Exercise.
Show all lines from the data that include the word "absolute".

*** Data for analysis Section Begins ***

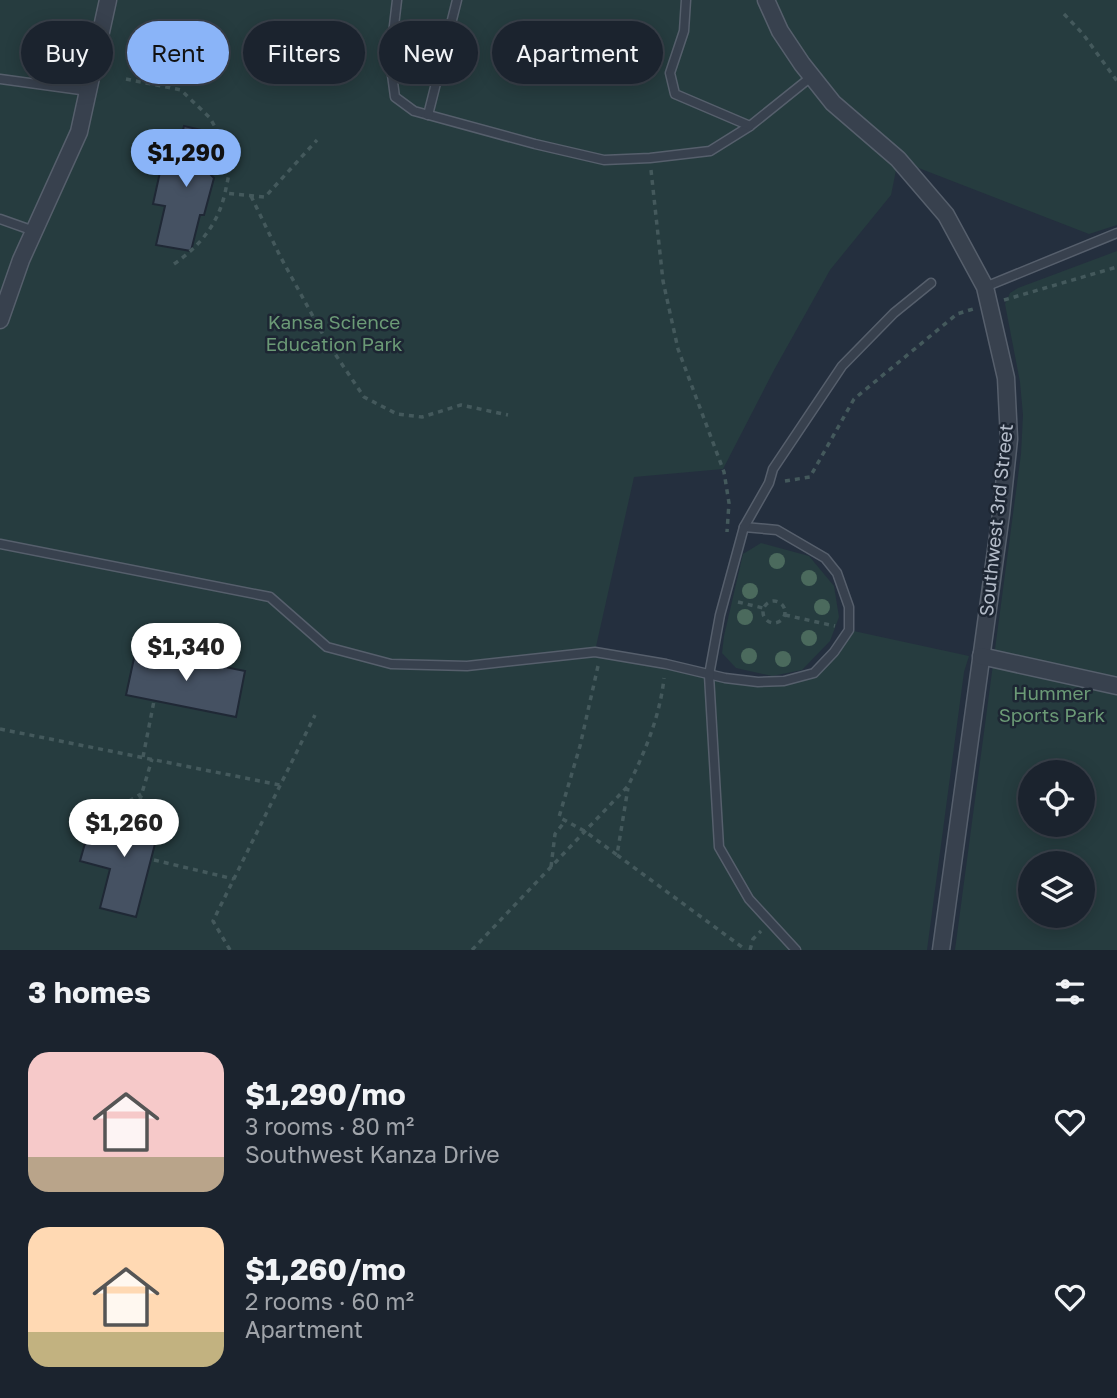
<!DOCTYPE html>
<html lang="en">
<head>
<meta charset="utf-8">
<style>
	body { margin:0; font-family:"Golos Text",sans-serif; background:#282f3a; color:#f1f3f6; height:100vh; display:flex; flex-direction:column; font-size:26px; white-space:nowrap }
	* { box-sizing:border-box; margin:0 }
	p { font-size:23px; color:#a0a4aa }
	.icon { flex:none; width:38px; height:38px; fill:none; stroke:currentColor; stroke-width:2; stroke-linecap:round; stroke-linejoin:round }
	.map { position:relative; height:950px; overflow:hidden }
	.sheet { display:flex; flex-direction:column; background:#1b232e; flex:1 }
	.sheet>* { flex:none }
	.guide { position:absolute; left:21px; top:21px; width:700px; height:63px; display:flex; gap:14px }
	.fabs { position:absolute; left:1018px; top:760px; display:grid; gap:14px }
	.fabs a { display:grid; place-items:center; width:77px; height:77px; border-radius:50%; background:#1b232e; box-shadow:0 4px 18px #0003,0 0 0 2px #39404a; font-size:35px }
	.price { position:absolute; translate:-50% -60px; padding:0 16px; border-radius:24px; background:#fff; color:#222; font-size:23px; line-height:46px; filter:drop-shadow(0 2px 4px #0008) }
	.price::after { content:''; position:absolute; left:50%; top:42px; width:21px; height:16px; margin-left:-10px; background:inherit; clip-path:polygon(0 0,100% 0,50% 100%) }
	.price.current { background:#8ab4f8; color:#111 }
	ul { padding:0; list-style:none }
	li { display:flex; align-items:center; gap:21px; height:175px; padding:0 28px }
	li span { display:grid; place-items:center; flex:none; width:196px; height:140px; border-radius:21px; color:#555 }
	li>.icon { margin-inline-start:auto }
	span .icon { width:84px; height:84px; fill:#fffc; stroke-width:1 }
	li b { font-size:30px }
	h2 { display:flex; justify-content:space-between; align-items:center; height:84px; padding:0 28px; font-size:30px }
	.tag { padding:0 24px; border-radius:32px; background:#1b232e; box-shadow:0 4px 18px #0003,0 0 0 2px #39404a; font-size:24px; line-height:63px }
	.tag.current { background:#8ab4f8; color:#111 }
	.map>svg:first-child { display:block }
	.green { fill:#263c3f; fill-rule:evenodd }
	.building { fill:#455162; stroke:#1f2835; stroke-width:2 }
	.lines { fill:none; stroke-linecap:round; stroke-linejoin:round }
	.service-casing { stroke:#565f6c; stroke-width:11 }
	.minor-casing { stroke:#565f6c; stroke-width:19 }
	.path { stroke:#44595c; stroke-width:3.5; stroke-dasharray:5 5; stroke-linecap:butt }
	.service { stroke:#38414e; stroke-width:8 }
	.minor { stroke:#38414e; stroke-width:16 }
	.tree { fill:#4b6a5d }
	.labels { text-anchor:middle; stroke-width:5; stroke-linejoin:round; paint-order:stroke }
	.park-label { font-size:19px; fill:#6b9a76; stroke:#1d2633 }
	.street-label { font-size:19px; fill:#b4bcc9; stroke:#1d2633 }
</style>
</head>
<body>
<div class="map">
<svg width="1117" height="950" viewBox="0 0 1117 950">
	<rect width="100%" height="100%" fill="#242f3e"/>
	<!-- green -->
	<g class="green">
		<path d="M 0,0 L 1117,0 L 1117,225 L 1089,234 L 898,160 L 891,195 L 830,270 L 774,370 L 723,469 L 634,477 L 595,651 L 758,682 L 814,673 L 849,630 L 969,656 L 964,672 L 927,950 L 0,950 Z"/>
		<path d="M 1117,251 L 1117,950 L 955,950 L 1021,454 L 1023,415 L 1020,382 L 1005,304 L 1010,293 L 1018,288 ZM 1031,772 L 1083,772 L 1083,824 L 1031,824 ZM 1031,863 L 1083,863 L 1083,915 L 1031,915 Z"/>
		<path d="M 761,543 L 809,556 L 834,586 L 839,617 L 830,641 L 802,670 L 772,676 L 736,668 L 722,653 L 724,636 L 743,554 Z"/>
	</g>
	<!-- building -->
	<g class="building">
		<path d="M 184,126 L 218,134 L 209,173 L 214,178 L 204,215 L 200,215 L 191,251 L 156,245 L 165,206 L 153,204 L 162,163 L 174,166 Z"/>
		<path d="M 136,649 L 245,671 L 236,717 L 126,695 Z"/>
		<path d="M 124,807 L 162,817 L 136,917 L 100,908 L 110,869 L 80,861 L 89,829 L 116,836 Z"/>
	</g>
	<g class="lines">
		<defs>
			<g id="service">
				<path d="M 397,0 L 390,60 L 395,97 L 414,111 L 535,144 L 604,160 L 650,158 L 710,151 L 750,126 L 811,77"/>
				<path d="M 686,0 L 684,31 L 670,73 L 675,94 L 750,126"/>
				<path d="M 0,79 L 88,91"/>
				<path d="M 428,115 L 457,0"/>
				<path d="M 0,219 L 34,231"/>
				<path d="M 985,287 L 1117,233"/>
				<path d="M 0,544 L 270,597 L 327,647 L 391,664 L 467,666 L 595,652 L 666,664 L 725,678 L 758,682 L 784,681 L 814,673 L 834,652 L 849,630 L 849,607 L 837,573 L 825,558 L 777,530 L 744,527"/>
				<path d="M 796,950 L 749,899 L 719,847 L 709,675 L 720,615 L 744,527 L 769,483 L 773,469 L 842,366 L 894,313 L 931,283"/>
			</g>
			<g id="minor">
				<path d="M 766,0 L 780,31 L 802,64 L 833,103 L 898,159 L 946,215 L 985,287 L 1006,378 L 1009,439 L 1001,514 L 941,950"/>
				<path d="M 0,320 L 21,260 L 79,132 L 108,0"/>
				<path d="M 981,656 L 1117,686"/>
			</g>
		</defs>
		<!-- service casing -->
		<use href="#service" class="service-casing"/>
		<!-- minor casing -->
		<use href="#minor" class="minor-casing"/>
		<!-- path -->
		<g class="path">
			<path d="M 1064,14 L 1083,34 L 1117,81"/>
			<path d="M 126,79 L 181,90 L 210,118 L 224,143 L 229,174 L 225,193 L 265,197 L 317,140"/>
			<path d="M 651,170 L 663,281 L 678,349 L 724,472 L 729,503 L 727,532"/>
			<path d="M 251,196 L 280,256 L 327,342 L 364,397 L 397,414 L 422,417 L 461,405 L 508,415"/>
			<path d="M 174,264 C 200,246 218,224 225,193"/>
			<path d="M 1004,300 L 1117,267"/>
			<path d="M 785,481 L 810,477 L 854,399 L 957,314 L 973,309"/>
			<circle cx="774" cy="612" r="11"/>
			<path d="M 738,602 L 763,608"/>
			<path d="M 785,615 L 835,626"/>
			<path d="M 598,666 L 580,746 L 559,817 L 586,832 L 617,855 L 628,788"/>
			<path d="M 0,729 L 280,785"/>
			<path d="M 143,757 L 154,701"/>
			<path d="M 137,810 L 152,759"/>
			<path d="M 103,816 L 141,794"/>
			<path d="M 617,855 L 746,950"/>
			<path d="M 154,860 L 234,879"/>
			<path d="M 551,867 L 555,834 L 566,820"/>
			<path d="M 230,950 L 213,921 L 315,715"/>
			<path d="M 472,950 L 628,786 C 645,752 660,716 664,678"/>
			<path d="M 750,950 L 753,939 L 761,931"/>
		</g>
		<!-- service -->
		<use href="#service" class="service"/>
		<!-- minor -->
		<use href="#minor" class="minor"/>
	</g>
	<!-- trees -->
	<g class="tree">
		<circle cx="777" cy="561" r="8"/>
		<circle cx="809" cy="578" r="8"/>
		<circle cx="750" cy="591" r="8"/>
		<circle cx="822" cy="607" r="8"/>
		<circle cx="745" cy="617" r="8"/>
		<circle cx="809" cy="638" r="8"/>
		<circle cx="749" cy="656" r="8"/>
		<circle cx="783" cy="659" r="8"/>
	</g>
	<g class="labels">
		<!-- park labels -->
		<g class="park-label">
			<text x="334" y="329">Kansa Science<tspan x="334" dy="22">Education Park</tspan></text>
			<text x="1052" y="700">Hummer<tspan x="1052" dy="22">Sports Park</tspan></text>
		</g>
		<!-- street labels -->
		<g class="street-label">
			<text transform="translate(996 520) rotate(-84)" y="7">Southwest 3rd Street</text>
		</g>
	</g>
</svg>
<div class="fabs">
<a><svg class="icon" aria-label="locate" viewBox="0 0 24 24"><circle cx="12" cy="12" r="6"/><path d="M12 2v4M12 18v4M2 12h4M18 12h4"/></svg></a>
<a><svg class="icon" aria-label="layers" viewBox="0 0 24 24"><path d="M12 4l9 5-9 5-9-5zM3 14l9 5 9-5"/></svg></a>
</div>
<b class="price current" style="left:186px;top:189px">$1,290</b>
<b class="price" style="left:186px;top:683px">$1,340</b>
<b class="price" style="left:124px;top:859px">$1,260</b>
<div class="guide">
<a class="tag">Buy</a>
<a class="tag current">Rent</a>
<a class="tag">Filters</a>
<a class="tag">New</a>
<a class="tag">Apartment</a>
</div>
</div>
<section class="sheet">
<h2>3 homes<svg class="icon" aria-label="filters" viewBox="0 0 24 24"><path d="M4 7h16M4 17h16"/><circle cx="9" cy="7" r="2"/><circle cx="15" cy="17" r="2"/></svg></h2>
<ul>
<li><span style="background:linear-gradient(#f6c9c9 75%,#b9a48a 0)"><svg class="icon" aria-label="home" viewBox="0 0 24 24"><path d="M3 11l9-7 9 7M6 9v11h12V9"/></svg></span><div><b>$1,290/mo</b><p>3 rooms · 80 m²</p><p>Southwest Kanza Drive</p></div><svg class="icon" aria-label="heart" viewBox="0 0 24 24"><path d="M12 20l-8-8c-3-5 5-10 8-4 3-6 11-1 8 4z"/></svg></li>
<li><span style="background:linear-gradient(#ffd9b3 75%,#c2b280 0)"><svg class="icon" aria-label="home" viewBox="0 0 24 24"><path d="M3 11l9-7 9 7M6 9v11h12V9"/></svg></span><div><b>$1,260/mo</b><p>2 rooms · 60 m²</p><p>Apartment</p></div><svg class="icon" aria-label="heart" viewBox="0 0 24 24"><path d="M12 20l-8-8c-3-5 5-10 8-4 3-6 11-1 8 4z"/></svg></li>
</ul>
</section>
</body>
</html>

*** Data for analysis Section Ends ***

Result.
	.guide { position:absolute; left:21px; top:21px; width:700px; height:63px; display:flex; gap:14px }
	.fabs { position:absolute; left:1018px; top:760px; display:grid; gap:14px }
	.price { position:absolute; translate:-50% -60px; padding:0 16px; border-radius:24px; background:#fff; color:#222; font-size:23px; line-height:46px; filter:drop-shadow(0 2px 4px #0008) }
	.price::after { content:''; position:absolute; left:50%; top:42px; width:21px; height:16px; margin-left:-10px; background:inherit; clip-path:polygon(0 0,100% 0,50% 100%) }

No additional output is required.